Record extracts:
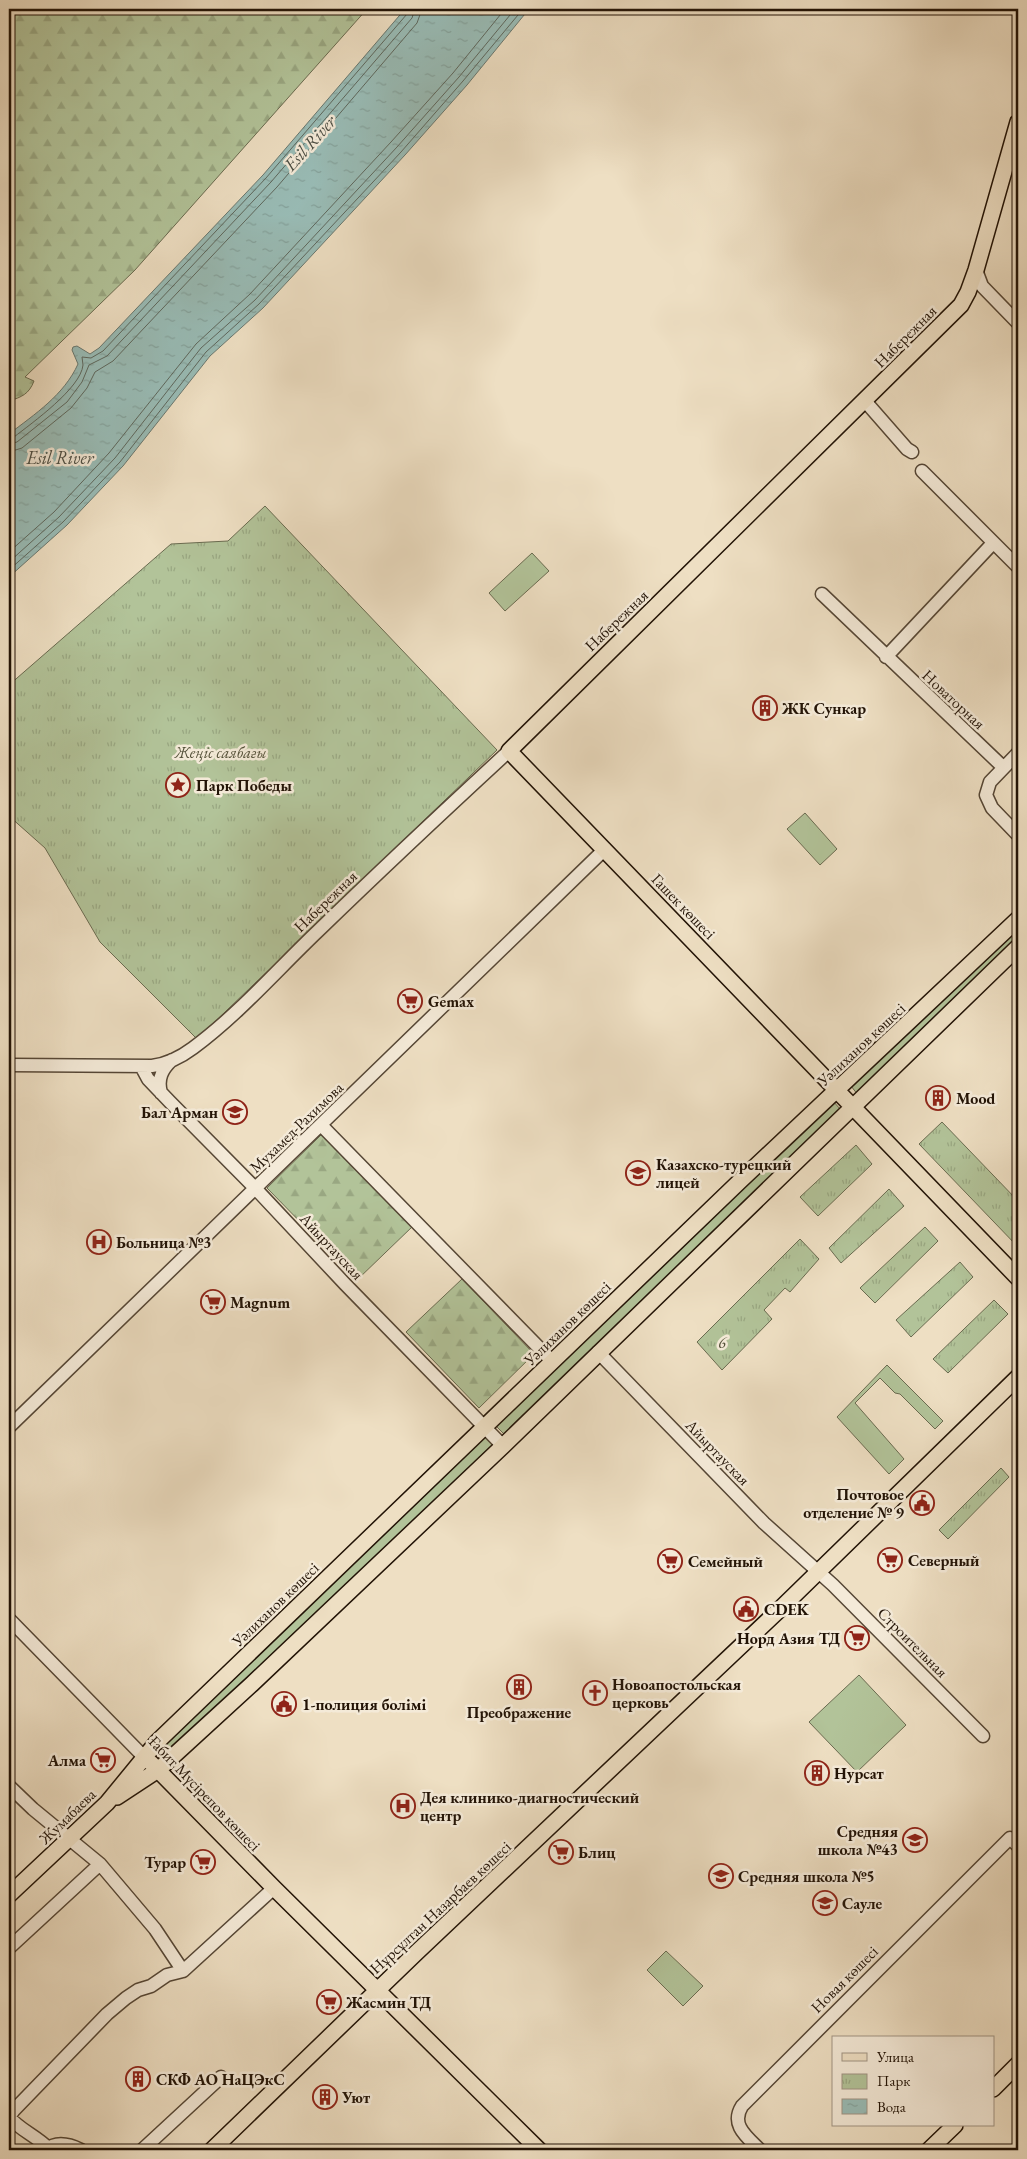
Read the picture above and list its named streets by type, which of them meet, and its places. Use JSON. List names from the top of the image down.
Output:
* * *
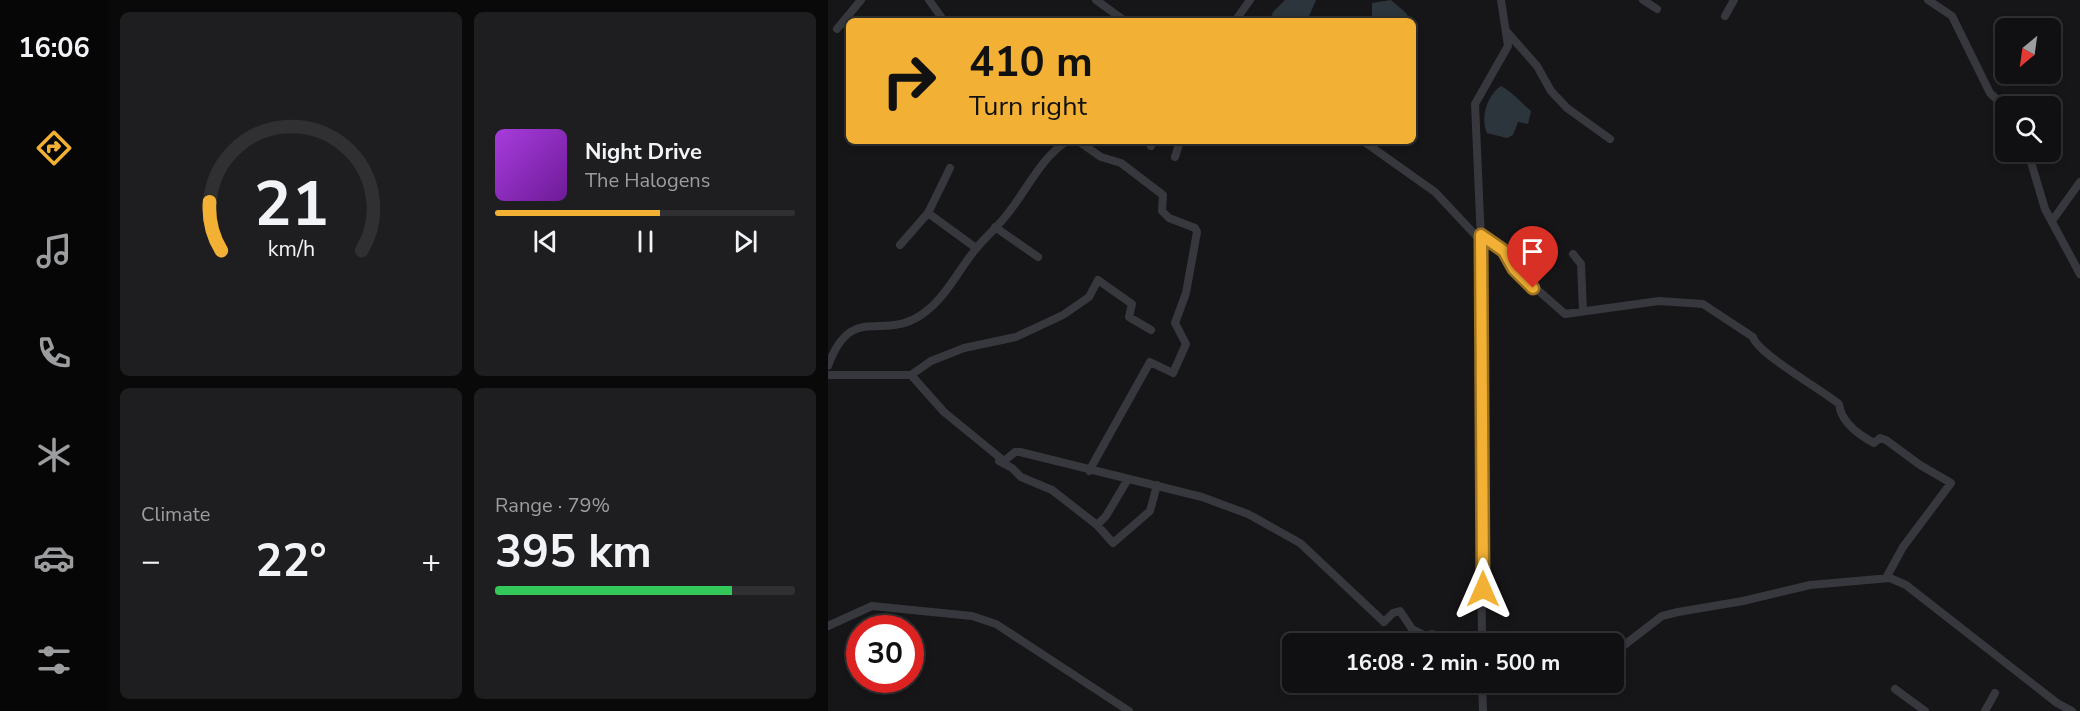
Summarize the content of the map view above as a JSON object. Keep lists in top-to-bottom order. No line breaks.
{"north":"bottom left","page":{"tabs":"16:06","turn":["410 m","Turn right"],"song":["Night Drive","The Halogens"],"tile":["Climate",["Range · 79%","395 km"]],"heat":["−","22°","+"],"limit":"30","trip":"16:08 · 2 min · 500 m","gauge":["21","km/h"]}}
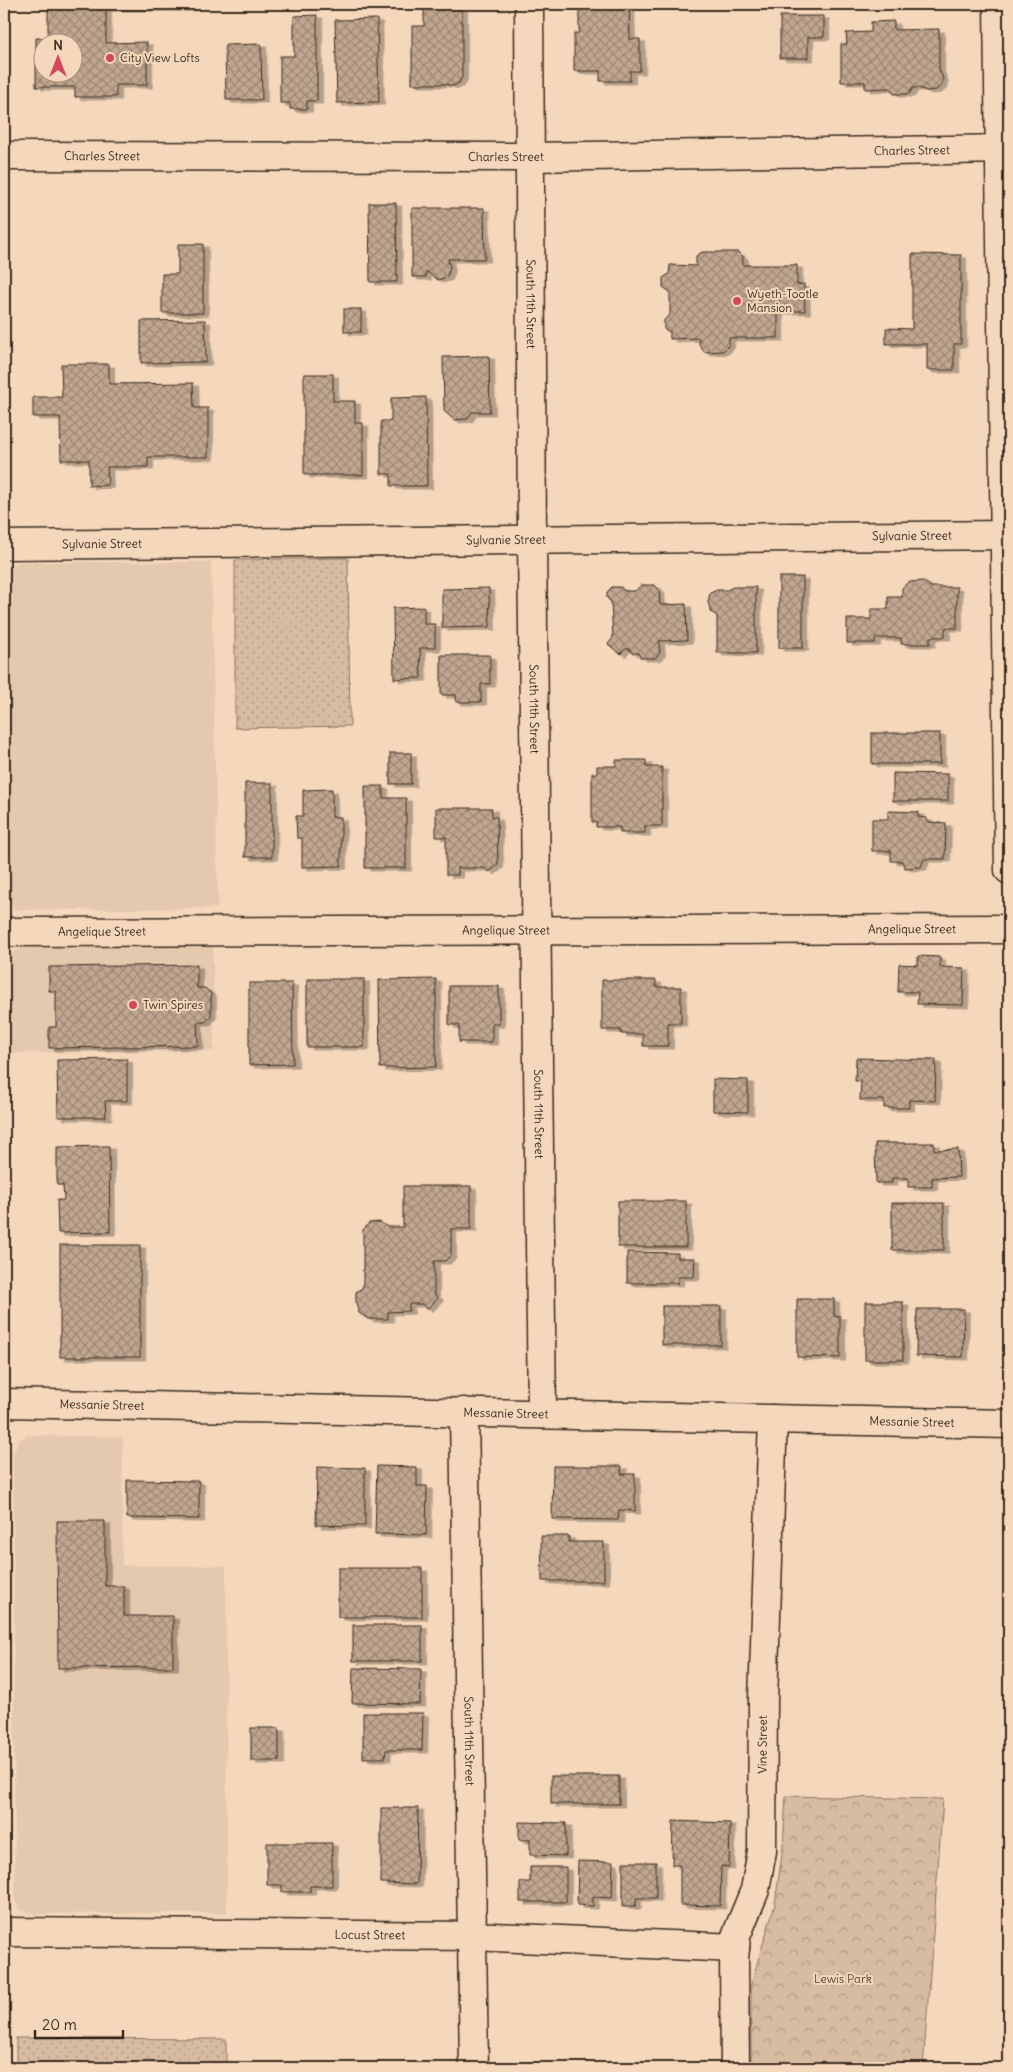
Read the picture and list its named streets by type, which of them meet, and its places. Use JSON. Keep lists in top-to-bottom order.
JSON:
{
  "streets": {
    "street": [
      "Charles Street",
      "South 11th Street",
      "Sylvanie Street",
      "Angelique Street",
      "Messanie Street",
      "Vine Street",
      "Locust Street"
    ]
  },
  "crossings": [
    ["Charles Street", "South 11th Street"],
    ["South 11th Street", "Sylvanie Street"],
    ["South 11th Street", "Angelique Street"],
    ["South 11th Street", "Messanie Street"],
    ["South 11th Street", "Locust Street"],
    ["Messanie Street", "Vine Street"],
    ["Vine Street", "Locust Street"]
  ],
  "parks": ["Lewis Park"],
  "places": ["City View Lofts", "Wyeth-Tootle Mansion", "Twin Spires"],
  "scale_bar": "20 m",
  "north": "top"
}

Task to carry out: Scan the data above. Return every line with "type" in it.

Solved problem:
Read the picture above and list its named streets by type, which of them meet, and its places. Use JSON. List names from the top of the image down.
Read the picture and list its named streets by type, which of them meet, and its places. Use JSON. Keep lists in top-to-bottom order.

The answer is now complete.